School of Thought: Social Networking to Enter Curriculum
Children should be taught new media, such as social networking, blogging and podcasting by the time they enter secondary education, according to proposals. New Media Knowledge took a look at how this might work.
The process will start early. Children could be taught new media skills before they leave primary school, according to new proposals and the digital industry has welcomed the move.
According to The Guardian: “Children [will] leave primary school familiar with blogging, podcasts, Wikipedia and Twitter as sources of information and forms of communication. They must gain "fluency" in handwriting and keyboard skills, and learn how to use a spellchecker alongside how to spell.” Research published in the US this week shows that teachers are already leading the way with Web 2.0 services and technologies:
- * 56 percent of district technology directors reported that at least three-quarters of their teachers are using online communication tools to reach out to parents and students, and 75 percent said their districts have plans to promote or adopt the use of this type of tool;
- * Half of the survey's respondents said at least three-quarters of their teachers use online multimedia resources; and
- * 67 percent of districts reported that at least a quarter of their teachers are using teacher-generated content.
At the tertiary level, Birmingham City University will start its MA in Social Media from September this year. Denying it was merely a “masters in Facebook” the university says the course is “an academic exploration of communication.”
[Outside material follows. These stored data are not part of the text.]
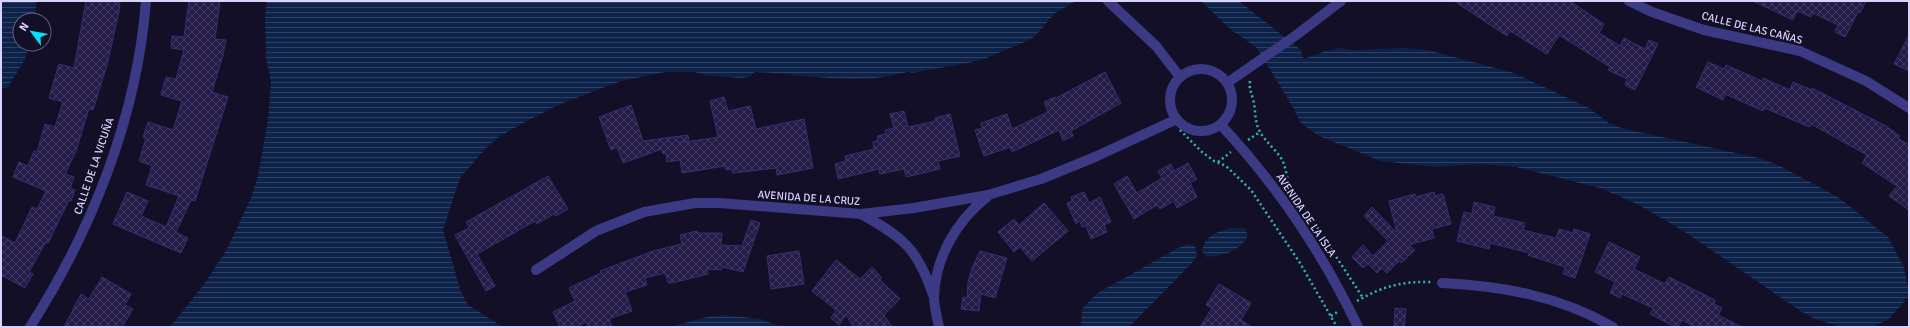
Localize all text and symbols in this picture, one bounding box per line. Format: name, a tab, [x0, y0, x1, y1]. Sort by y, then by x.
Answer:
street label: CALLE DE LAS CAÑAS	[1700, 9, 1804, 47]
north arrow	[12, 12, 52, 52]
text: N	[16, 20, 31, 34]
street label: CALLE DE LA VICUÑA	[71, 116, 117, 216]
street label: AVENIDA DE LA ISLA	[1273, 171, 1339, 259]
street label: AVENIDA DE LA CRUZ	[757, 188, 861, 208]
So is teaching new and social media at all levels a positive move for the industry and, if so, what form should it take?
Ewan McIntosh is digital commissioner for Channel 4’s 4iP programme, which looks for new digital talent, and is a top educational blogger. He believes it is essential that young people learn how to harness the social web for their own good, which includes understanding what they should and shouldn't publish for their future university admittance officers, employers, in relationships and using search engines.
“A really good way of doing this easily is for children to learn at the right time for them how different types of tools can be used, whether that's self-publishing 140 characters at a time on Twitter or with some more thought and reflection (and space) on blogs, or sharing their artwork, design and environment on a photosharing site like Flickr. It might also stretch to discussions about what ‘friends’ are on their favourite social networks,” McIntosh told NMK.
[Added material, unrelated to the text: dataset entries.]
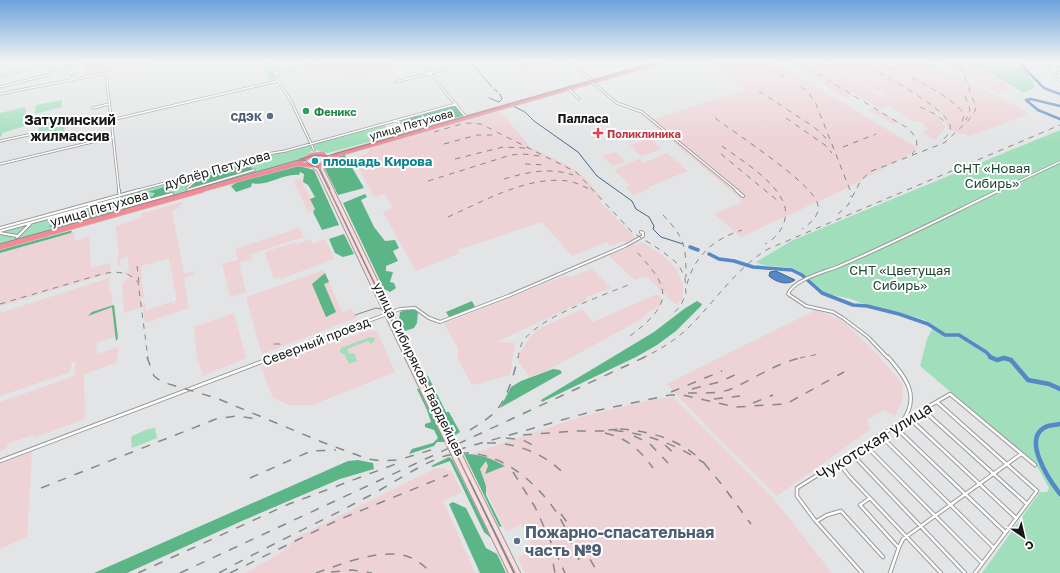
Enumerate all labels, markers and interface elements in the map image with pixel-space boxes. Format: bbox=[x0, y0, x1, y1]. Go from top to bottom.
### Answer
place label: Феникс bbox=[314, 105, 357, 118]
marker: Феникс bbox=[301, 106, 311, 116]
street label: улица Петухова bbox=[368, 106, 454, 142]
place label: СДЭК bbox=[230, 110, 262, 123]
district label: Затулинский жилмассив bbox=[24, 111, 116, 144]
marker: СДЭК bbox=[265, 111, 275, 121]
district label: Палласа bbox=[557, 111, 609, 126]
marker: Поликлиника bbox=[592, 127, 604, 139]
place label: Поликлиника bbox=[607, 127, 681, 140]
street label: дублёр Петухова bbox=[162, 146, 272, 192]
place label: площадь Кирова bbox=[323, 153, 433, 169]
marker: площадь Кирова bbox=[310, 156, 320, 166]
park label: СНТ «Новая Сибирь» bbox=[954, 160, 1030, 191]
street label: улица Петухова bbox=[48, 186, 150, 230]
park label: СНТ «Цветущая Сибирь» bbox=[849, 262, 951, 293]
street label: улица Сибиряков-Гвардейцев bbox=[370, 280, 468, 458]
street label: Северный проезд bbox=[260, 313, 372, 369]
street label: Чукотская улица bbox=[813, 397, 935, 485]
north arrow bbox=[1004, 517, 1044, 557]
place label: Пожарно-спасательная часть №9 bbox=[525, 522, 714, 560]
marker: Пожарно-спасательная часть №9 bbox=[512, 536, 522, 546]
text: С bbox=[1023, 538, 1037, 553]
“The challenge in any education system which has a top-down curriculum is that teachers, who have been disempowered and de-professionalised by waiting on 'permission to teach' x, y or z, will generally believe that anything new needs something else to drop off the timetable,” he added.
McIntosh believes social media is not an add-on to an overly busy curriculum, but a set of skills that enhances the potential for that learning to be reinforced, re-accessed from anywhere by anyone and which helps create connections between the classroom and the outside world.
At the Coal Face
The Hillingdon Grid for Learning provides modern networking and computing services to local educational establishments, libraries and council premises. The grid connects 97 schools and 60,000 staff and students in Middlesex with 1Gbps bandwidth to help with video-rich teaching resources.
Dave Alderson, public sector specialist at ntl:Telewest Business, the firm that built the Hillingdon Grid for Learning network, says that schools are asking for more bandwidth to accommodate for increasing demand for rich media applications.
“By introducing Web 2.0 tools into the primary school curriculum, an attempt is being made to close the chasm that has developed between the tools that pupils want to see in the classroom and what teachers are actually using,” Alderson said.
Ministers will respond to proposals when they are published this month.